There was eye candy for the ladies, too. Calvin Klein advertised Concept briefs with a simple concept – a sculpted male model and pounding bass.
Cars.com added drama to an otherwise uneventful purchase by putting a car buyer between a wolf and her pup. The point? Cars.com transactions are less scary and tense than the norm.
Go Daddy uses a universe of accents to demonstrate that even a seeming-unique idea needs a brand and a web presence. A half dozen couples discuss their great idea before the final guy says, "It's a good thing I put it online first," then laughs with his wife on their private plane. The internet hosting service's first commercial, "Perfect Match," allegedly required dozens of takes for a wet kiss between a supermodel and nerd.
Volkswagen's "Get Happy" ad, which used a Jamaican accent to suggest a man's unquenchable joy at Beetle ownership, took some flack when it premiered online, but appeared to hit a chord with viewers.
Sketchers used the example of a cheetah's speed to show the advantage of new GoRun2 sneakers.
Just after Beyonce's halftime show, Jeep tugged at the heartstrings with a commercial featuring military men and women returning from deployments.
When power went out at the Superdome midway through the third quarter, CBS filled the break with ads for E*Trade and the new Blackberry. Claiming, "In 30 seconds, it's easier to show you what it can't do," Blackberry gives a man elephant legs and shows him walking down the street while his clothing burns.
The E*Trade baby offers smart investors ways to spend some of the cash they save on broker fees. A quick slideshow of still images shows the baby at the horse track and, in a Baby Bjorn, running with the bulls.

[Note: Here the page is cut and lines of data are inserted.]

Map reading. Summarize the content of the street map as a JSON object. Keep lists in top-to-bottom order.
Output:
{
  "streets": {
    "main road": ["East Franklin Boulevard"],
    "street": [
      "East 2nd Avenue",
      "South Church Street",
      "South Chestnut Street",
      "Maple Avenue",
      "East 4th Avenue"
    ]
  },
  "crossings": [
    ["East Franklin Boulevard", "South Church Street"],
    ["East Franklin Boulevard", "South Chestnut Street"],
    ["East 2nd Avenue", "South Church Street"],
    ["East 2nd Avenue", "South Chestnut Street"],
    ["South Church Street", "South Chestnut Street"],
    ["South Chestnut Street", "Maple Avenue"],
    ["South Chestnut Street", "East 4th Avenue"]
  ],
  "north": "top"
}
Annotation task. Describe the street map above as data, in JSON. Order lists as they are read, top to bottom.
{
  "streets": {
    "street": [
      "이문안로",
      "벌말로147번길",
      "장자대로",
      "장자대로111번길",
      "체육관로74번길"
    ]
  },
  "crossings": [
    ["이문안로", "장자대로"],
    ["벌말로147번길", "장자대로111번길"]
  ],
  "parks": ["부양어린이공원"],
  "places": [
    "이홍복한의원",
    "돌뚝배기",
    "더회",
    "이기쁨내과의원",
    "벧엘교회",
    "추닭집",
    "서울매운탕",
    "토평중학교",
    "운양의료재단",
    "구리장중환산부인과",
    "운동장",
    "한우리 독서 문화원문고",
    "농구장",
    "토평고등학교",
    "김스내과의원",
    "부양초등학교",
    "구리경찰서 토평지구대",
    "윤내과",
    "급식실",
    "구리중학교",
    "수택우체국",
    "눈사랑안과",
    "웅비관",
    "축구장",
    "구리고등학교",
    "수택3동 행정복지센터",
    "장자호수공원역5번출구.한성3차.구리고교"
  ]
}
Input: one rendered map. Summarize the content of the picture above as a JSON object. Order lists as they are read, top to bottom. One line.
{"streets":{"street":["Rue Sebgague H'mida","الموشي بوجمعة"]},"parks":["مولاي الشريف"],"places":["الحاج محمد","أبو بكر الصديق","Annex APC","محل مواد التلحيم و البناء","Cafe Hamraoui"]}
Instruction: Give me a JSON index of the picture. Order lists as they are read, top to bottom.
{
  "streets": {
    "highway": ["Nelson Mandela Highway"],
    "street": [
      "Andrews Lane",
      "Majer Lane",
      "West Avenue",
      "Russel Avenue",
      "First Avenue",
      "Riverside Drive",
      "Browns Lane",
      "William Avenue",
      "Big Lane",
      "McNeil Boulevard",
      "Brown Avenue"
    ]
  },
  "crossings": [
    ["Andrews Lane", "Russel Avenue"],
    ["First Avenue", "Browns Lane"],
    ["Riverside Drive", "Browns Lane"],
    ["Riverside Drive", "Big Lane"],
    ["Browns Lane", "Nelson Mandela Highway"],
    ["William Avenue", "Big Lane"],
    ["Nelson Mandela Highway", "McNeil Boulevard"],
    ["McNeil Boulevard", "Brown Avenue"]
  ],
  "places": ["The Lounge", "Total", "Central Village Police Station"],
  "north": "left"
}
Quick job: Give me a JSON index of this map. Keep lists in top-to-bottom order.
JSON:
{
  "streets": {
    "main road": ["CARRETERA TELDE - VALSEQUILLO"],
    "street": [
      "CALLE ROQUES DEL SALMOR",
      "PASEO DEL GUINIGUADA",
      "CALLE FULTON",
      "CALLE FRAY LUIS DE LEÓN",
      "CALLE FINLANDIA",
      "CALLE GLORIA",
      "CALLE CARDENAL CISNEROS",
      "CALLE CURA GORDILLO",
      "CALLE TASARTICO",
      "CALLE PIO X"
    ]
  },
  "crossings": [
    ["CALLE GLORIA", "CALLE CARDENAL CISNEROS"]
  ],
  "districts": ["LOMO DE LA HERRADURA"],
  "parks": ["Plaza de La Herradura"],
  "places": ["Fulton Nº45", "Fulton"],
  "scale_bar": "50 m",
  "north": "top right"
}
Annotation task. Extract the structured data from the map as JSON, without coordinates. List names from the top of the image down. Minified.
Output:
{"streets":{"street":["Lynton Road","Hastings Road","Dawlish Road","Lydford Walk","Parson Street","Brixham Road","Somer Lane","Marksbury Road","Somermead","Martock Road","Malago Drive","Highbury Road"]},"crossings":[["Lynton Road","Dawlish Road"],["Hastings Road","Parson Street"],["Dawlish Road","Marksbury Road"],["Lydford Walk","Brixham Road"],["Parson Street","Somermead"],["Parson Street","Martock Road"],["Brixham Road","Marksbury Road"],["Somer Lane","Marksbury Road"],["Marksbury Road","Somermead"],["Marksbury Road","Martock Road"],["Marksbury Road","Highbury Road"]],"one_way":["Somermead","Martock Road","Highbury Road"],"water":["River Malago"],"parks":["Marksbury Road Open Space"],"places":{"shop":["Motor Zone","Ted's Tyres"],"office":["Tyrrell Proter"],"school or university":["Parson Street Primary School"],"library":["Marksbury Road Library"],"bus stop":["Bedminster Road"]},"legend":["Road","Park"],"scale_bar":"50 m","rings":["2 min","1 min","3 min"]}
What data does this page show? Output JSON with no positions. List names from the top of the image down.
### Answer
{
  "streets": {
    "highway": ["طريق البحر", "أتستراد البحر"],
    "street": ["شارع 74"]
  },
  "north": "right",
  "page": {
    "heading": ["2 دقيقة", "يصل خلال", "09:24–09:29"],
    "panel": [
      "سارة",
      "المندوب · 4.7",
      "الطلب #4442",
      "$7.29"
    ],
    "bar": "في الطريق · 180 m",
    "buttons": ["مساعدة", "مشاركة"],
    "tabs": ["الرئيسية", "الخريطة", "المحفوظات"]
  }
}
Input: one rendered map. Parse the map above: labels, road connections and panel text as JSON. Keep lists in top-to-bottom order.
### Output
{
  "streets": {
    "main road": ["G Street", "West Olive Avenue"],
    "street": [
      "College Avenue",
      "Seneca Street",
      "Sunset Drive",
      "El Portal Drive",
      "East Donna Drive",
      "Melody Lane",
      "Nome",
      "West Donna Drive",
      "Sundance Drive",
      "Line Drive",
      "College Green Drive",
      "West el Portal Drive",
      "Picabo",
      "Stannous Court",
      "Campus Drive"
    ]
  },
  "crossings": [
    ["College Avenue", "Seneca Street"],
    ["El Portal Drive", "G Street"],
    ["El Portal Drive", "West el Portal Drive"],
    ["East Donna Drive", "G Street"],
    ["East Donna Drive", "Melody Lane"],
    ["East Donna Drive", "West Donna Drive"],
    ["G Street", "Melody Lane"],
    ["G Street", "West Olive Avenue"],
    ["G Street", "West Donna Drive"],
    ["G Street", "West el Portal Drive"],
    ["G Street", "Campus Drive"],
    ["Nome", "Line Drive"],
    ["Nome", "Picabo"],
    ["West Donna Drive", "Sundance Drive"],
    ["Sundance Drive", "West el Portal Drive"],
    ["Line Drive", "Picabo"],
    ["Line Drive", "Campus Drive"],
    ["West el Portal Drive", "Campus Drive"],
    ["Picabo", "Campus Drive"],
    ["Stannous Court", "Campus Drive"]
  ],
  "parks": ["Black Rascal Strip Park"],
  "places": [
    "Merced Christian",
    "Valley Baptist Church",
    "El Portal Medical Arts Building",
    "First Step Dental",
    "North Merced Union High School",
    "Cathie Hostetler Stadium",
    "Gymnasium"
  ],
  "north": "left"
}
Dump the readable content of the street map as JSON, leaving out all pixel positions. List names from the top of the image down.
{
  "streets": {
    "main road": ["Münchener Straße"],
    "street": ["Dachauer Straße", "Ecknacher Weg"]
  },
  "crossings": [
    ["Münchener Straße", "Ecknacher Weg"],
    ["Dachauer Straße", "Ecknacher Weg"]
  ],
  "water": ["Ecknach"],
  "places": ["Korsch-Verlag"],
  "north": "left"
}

Bud Light continued the theme of sports superstitions with a new commercial entry, "Lucky Chair Journey," which aired multiple times during the game. In it, a pair of friends take a recliner to a voodoo princess who add her special touch.
Tracy Morgan made his appearance in a third-quarter ad for Mio Fit Water enhancer, proclaiming that change is what keeps America great. "We didn't like the shape of chicken, so we changed it to nuggets," the comedian says.
Kia demanded "Respect the Tech," demonstrating how an enraged female robot gets revenge, delivers wedgies and tosses a man who doesn't give the new Forte its due. In the same break, Psy turned his "Gangnam Style" viral hit into a pistachio anthem.
Those who stuck it out to see the 49ers close the gap in the third quarter were rewarded with the highly anticipated Budweiser "Brotherhood" commercial. A farmer raises a Clydesdale from a colt only to see it go off with the brewer's famous draught team. The reunion of the two after a parade years later is enough to choke up even the most hardcore fan.
Deion Sanders, in a commercial for NFL Network, shows he can still run and jump with the youngsters. When a woman shows doubt that he ever played football, Sanders, in disguise as Leon Sandcastle, makes a name for himself at the NFL Combine and then is picked first in the 2013 draft.
Dodge employed Paul Harvey's "God Made A Farmer" to enumerate the qualities of selfless hard work they hope that viewers will associate with the Ram pickup truck.
Tide proved the winner in a showdown between a male 49ers fan and his wife. The man is riding high on the celebrity of a salsa stain in the shape of Joe Montana on his white jersey, appearing on talk shows and selling merchandise until his wife, in a Ravens jersey does the laundry.
Mercedes-Benz saved its "Soul" ad for late in the fourth quarter, but it was one of the better concepts. Willem Dafoe as the devil offers a man a car "and everything that comes with it" in exchange for his soul. The man considers the perks – screaming women, fame and speed – before he sees the $29,900 list price and shrugs off the deal.
Through it all, armchair analysts provided an instant critique via social media.